Sayın Kılıçdaroğlu'na "MHP, BDP sizi kabul etmiyor mu? Etmiyor. O zaman gelin, siz bu işte samimiyseniz, arkadaşl a r ı m ı z a verelim talimatı ortak akıl meydana gelsin ve biz de bunun gereği neyse bunu yapalım" dedim. Efendim işte, toplumsal mutabakat... Toplumsal mutabakat dediğiniz, yüzde 100 mutabık olduğunuz anlamına gelmez. Anamuhalefet'le iktidar partisi bu işte mutabık kaldığı zaman, toplumsal mutabakat Allah'ın izniyle sağlanmıştır, çünkü diğerlerini kendilerini dışlıyor. 'Onlar kendilerini dışlıyor' diye, biz atılması gereken adımları niye geri bırakıyoruz?

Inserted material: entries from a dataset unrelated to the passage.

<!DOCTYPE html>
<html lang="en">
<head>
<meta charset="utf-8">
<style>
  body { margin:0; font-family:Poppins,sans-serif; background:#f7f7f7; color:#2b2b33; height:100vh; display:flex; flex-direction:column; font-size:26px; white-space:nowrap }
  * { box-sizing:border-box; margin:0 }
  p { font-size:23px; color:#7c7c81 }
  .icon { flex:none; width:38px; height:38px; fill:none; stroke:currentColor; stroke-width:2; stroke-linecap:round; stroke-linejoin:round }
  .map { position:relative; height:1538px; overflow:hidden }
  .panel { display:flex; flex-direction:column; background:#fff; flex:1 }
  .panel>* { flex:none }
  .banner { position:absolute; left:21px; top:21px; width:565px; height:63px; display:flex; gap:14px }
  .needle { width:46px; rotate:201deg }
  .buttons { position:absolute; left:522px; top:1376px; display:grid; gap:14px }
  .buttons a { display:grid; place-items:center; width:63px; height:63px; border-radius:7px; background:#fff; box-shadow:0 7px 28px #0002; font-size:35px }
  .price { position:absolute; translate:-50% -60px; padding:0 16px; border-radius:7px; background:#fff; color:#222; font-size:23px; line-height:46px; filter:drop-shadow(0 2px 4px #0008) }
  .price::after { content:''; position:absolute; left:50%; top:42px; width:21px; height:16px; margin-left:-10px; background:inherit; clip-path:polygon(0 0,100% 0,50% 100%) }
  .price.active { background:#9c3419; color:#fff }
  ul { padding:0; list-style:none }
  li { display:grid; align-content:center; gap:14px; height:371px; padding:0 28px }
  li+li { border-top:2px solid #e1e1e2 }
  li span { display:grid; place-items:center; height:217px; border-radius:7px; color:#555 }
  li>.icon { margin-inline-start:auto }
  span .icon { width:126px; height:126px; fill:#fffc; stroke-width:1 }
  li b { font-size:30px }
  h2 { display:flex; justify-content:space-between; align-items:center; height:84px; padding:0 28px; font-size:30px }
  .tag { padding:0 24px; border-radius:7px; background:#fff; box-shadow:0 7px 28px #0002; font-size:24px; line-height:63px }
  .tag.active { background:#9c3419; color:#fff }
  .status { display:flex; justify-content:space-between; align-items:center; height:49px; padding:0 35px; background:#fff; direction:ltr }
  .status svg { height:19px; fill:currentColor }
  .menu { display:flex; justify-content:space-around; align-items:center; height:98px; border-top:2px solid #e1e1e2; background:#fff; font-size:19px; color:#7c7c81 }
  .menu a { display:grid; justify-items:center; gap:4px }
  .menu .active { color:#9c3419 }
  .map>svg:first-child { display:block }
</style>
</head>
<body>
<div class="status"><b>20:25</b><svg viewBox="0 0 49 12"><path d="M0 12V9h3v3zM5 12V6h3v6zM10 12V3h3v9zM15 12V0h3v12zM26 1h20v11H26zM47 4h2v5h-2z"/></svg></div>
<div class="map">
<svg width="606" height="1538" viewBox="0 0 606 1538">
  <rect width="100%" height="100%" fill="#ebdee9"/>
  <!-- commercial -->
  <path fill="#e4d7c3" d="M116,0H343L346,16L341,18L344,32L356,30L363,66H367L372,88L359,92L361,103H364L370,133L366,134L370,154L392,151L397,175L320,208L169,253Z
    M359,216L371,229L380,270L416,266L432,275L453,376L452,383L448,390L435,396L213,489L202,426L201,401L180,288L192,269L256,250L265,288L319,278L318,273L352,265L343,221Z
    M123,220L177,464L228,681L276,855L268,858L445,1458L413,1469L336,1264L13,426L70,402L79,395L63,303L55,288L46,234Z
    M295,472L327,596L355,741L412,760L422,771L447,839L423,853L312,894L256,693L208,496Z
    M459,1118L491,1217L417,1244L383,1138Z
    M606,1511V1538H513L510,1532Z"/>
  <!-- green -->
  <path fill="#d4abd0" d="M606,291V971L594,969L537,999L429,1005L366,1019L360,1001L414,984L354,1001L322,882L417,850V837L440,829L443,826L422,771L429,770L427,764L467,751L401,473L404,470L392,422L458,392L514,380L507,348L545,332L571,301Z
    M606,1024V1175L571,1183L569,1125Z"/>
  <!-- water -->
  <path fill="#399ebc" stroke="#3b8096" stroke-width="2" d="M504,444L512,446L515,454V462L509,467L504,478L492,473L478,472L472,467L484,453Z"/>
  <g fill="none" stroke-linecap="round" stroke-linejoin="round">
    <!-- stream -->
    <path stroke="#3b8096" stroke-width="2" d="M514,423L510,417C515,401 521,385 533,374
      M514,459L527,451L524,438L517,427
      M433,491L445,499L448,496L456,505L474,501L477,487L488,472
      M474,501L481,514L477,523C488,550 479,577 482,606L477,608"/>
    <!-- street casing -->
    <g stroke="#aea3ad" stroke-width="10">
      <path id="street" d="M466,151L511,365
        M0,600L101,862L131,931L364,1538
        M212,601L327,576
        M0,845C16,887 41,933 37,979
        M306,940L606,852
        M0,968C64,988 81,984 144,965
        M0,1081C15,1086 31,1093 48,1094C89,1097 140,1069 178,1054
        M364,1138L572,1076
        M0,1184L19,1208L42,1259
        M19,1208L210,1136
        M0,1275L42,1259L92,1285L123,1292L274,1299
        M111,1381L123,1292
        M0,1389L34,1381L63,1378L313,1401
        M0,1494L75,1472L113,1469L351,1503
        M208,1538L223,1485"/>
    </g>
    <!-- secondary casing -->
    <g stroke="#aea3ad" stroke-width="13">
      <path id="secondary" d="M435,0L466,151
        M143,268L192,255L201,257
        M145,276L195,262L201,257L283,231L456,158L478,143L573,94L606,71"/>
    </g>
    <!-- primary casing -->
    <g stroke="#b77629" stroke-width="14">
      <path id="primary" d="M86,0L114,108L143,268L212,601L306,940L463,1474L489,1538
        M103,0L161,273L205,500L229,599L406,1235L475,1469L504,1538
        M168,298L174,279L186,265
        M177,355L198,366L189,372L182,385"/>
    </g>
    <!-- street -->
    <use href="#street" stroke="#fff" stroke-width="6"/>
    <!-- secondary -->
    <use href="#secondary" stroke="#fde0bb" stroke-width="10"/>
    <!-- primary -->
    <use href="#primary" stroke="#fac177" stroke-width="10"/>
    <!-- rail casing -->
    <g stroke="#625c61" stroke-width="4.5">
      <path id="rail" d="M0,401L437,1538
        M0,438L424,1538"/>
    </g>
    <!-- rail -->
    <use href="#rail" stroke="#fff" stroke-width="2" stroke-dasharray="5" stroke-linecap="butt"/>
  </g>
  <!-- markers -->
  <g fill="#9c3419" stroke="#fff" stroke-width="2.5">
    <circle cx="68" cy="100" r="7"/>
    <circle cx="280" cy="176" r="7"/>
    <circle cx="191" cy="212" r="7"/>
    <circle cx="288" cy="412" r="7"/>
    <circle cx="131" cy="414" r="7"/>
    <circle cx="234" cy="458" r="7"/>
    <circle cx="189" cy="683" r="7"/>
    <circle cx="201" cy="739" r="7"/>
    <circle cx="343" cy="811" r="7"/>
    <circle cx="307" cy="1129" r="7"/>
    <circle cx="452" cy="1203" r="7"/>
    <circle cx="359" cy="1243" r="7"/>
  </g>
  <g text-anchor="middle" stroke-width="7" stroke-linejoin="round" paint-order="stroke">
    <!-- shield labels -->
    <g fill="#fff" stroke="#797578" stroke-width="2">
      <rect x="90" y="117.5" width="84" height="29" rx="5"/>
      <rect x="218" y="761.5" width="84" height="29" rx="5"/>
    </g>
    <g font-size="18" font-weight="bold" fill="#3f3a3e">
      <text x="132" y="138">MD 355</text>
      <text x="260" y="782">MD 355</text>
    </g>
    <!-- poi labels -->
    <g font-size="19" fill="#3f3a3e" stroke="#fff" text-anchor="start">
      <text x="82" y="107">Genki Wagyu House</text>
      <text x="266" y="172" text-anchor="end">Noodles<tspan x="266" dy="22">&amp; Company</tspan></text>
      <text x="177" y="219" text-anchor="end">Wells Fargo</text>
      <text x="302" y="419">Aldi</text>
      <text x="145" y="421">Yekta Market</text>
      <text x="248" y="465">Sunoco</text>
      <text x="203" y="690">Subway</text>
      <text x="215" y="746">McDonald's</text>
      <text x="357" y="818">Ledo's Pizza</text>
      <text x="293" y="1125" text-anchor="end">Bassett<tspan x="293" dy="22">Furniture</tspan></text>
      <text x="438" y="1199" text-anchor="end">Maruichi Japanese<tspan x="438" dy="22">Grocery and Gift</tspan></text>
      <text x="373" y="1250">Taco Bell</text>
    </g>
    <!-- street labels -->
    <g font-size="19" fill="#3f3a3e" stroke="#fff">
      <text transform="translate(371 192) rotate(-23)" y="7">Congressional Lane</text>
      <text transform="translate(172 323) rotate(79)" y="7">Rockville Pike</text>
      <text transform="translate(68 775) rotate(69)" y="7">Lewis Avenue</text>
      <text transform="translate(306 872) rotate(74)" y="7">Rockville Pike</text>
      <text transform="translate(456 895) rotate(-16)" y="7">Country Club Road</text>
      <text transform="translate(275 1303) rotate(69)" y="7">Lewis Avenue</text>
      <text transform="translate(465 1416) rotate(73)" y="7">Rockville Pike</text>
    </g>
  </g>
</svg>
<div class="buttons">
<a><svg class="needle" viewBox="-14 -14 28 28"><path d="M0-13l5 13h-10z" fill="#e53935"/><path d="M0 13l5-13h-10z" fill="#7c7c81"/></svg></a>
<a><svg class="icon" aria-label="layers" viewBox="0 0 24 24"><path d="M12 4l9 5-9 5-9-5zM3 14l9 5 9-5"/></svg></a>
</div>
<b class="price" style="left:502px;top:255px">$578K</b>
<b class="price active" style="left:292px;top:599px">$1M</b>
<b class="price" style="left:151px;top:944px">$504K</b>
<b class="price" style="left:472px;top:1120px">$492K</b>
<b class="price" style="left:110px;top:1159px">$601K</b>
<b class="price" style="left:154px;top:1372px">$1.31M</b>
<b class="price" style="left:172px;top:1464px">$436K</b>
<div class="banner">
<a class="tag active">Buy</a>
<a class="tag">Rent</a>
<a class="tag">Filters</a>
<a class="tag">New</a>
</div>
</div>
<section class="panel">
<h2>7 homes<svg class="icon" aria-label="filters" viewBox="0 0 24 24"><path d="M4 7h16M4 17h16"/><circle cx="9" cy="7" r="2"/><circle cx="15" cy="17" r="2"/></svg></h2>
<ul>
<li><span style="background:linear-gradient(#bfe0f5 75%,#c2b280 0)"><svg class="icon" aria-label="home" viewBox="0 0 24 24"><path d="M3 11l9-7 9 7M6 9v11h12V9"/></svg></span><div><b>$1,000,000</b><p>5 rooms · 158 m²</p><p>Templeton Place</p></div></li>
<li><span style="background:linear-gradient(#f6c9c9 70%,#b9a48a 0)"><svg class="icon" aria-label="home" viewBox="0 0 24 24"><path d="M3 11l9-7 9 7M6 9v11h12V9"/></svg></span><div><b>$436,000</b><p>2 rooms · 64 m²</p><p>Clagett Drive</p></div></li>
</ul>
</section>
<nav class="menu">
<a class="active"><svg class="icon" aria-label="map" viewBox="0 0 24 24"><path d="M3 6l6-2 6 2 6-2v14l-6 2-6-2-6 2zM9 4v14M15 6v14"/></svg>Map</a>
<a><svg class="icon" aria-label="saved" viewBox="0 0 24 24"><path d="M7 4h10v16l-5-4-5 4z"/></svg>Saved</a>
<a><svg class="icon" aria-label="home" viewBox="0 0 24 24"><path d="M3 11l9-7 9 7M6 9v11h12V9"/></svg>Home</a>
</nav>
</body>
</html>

Atalım bu adımları, sizinle beraber çalışalım. Ben arkadaşlarıma talimatı verdim. Arkadaşlarımız hazır. Sayın Kılıçdaroğlu talimatı veriyorsa versin ve bu iki heyet çalışmaya başlasınlar.

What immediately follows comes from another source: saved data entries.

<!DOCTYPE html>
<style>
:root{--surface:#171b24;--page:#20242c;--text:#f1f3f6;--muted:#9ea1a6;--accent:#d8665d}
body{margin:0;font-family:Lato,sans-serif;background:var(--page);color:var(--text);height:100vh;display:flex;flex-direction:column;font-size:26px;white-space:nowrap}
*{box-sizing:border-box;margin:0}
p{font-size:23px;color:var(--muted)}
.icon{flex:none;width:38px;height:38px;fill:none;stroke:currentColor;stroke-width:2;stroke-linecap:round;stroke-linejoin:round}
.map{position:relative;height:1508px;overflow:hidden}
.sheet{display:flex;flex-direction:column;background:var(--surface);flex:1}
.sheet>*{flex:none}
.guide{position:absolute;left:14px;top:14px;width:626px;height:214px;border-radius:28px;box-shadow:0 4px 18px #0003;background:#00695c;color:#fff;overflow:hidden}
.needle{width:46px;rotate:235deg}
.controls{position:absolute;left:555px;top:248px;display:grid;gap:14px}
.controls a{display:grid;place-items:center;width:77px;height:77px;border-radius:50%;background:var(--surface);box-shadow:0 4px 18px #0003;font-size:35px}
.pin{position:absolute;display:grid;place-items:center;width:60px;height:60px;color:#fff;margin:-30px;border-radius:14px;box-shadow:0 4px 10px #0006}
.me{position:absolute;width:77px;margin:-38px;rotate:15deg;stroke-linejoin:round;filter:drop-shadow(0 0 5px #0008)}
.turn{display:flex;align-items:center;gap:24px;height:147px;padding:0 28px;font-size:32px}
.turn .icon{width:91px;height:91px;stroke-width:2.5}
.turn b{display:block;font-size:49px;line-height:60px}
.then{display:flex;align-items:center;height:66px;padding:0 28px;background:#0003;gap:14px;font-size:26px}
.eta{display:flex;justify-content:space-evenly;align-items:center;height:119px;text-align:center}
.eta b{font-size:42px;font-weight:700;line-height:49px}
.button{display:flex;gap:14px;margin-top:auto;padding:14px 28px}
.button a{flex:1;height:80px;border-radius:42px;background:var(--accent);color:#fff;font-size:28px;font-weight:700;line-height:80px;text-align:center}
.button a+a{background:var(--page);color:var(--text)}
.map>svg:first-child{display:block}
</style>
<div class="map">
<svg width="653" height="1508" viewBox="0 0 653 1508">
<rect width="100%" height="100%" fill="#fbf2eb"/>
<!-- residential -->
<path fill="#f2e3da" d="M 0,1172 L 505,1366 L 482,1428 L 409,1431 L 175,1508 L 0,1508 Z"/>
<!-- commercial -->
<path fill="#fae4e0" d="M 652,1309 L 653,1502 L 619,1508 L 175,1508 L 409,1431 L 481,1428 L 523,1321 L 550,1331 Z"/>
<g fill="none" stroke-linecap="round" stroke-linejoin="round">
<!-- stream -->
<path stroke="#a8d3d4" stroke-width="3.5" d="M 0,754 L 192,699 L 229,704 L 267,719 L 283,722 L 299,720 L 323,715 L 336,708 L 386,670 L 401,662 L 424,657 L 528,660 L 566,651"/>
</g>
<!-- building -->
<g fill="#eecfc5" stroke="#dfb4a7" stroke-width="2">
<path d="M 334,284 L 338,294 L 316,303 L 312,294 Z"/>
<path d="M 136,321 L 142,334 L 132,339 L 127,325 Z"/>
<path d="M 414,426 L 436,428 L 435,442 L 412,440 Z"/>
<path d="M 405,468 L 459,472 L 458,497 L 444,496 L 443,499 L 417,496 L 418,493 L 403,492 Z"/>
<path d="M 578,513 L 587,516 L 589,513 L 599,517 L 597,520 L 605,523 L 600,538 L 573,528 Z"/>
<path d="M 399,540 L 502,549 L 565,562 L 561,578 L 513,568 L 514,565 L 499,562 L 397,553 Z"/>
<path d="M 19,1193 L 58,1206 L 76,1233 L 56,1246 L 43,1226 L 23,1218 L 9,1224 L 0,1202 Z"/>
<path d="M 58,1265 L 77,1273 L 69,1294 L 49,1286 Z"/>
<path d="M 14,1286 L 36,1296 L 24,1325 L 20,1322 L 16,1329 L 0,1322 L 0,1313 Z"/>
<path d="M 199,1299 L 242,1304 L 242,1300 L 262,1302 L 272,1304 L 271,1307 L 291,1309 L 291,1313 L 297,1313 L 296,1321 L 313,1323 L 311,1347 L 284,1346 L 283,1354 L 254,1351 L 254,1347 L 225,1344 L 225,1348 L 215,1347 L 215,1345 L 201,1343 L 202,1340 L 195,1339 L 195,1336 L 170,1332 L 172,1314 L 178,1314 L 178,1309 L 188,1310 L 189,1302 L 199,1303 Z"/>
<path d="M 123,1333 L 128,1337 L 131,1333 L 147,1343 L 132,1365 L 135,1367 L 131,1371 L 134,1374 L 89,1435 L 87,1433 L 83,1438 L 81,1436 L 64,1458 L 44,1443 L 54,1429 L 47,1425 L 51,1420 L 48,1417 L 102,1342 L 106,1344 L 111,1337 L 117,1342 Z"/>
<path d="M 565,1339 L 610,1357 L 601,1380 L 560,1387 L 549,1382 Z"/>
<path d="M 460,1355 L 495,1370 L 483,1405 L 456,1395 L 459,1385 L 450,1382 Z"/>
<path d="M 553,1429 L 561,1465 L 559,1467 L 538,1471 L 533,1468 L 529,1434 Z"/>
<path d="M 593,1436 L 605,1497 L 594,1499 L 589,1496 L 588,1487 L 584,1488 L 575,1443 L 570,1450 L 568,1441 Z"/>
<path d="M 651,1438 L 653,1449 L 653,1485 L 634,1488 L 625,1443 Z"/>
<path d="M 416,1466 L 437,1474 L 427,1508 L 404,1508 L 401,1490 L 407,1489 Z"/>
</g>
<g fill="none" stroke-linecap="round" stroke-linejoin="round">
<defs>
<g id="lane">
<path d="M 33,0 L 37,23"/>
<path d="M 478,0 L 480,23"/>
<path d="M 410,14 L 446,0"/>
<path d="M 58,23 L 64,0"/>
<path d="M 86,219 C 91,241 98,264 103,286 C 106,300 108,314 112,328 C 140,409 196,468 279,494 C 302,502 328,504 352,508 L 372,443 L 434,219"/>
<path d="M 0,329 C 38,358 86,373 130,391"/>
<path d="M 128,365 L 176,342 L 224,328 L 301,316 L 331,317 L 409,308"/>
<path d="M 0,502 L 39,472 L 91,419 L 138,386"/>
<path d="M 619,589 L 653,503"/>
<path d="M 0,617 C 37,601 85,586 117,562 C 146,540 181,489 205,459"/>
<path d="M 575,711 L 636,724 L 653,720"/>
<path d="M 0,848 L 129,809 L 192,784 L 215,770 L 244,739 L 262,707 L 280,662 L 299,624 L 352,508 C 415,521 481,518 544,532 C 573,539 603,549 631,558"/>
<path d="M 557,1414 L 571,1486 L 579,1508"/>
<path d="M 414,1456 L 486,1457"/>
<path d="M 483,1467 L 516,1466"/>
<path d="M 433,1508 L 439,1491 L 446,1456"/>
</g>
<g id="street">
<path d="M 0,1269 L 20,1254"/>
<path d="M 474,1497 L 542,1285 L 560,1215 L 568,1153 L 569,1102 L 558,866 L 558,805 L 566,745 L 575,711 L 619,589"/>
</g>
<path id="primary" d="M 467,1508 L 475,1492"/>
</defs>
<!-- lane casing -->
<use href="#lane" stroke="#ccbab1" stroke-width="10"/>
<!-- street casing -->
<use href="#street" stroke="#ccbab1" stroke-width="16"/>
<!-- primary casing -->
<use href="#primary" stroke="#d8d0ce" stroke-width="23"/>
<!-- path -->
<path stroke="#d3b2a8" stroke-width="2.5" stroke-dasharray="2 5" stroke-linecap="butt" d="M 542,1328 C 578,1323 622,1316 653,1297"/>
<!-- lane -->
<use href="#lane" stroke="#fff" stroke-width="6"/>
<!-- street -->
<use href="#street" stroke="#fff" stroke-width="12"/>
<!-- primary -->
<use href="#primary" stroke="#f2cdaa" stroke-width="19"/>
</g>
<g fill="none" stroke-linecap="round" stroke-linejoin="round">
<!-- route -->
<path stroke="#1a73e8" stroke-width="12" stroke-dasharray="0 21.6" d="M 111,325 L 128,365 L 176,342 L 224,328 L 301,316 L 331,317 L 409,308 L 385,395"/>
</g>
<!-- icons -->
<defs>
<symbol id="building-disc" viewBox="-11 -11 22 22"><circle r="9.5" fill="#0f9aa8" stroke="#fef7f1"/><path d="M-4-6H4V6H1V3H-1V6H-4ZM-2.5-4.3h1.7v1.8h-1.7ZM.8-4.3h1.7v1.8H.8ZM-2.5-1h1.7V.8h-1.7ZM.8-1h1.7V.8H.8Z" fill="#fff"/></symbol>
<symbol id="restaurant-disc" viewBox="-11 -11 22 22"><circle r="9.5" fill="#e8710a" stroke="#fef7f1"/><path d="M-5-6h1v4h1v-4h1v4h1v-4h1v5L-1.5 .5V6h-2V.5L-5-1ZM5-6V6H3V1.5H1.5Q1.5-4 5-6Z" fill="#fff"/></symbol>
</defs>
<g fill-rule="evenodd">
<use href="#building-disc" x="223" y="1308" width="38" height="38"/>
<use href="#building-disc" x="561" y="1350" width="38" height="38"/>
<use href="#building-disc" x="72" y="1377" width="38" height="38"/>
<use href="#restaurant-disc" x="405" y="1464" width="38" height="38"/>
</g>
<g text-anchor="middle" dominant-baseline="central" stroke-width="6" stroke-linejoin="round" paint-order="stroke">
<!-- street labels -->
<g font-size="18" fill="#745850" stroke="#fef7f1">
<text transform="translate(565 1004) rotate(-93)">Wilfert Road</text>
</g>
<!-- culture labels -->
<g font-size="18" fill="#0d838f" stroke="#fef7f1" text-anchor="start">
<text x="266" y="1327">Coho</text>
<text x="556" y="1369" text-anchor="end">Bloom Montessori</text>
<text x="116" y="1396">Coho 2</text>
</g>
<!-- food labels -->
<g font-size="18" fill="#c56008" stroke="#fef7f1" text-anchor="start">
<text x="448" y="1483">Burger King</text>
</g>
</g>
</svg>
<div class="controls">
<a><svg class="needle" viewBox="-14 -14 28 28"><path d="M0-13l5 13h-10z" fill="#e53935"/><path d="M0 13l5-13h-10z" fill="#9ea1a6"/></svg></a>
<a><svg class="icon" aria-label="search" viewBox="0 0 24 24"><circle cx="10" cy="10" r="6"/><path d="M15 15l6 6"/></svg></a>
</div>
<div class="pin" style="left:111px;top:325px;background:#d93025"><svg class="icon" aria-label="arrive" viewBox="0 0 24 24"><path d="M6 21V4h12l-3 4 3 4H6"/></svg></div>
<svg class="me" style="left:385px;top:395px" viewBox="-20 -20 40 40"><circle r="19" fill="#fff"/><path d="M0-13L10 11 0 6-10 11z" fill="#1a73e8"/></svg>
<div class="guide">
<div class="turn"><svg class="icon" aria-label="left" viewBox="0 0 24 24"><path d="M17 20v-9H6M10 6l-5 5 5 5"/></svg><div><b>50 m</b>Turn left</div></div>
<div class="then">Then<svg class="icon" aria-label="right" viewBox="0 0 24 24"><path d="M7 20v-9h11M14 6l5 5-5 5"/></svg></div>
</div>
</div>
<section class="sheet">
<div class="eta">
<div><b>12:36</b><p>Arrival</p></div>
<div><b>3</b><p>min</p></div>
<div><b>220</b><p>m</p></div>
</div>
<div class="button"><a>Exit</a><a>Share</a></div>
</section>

Kapılarımız açık, konuşuruz, görüşünüz, müzakere ve istişare ederiz ama hiç bir dayatmaya boyun eğmeyiz. Bu mesele; milli, can yakan, hayati bir meseledir, çelik gibi sinirleri; bunun yanında, ilkeli, tutarlı, dirayetli bir duruşu zorunlu kılan bir meseledir, çark etmeyi kaldıramaz. Kılıçdaroğlu'ndan en azından bu meselede ilkeli, tutarlı, sağlam bir duruş bekliyoruz.

'En iyi savunma hücumdur'

Başbakan Tayyip Erdoğan partisinin grup toplantısı sonrasında Gençlik ve Spor Bakanı Suat Kılıç ile birlikte milli sporcuları ayrı ayrı kabul etti. Boksörlerin kendisine hediye ettiği eldivenleri eline geçiren Başbakan Erdoğan, "Savunmayı sevmem, en iyi savunma hücumdur" dedi. Erdoğan kendisine getirilen hediyeleri tek tek kabul etti. Erdoğan'ın konuşması sırasında bir kadın elindeki kâğıdı göstererek, Başbakan'dan yardım istedi. Erdoğan, grup toplantısının ardından yardım talep eden kadınla görüştü.

250'nci madde açıklaması

Başbakan Tayyip Erdoğan, tartışmaların merkezindeki özel yetkili mahkemelerin kapatılmasına ilişkin açık kapı bıraktı. TBMM'de gazetecilerin sorularını yanıtlayan Erdoğan, "Tamamen kaldırılması seçeneği de masada mı?" sorusuna "Her şey olabilir" yanıtını verdi. Erdoğan'ın açıklamaları şöyle: "(CMK 250'de değişiklik yapılacağı tartışmalarına ilişkin) 3'üncü ve 4'üncü yargı paketlerinde böyle bir düzenleme yok. Ama 250'inci maddeyle ilgili bir sıkıntı var ve bu sıkıntı konusunda Adalet Bakanlığımız kendi bünyesinde bir çalışmayı yapıyor. Meclis tatilinden önceye yetişir mi bilemem. Şu anda Genel Kurul'un gündeminde olan önemli maddeleri halledelim. Biz, özel yetkili mahkemeleri kuran iktidarız. Çalıştı ve çalışması esnasında da faydalı olduğu zamanlar oldu. Maalesef zararlı olan anlar oldu. Uygulama esnasında birçok gerçekleri görmüş olduk. Dolayısıyla bu yasaları yapan bu Parlamento. 250'inci maddeyle ilgili düzenlemeyi yapan da bu Parlamento. Nasıl yaptıysa şimdi bunun üzerinde daha farklı bir düzenlemeyi yapma yetkisi, Parlamento'dadır. (Özel yetkili mahkemelerin tamamen kaldırılması gündemde mi?) Her şey olabilir.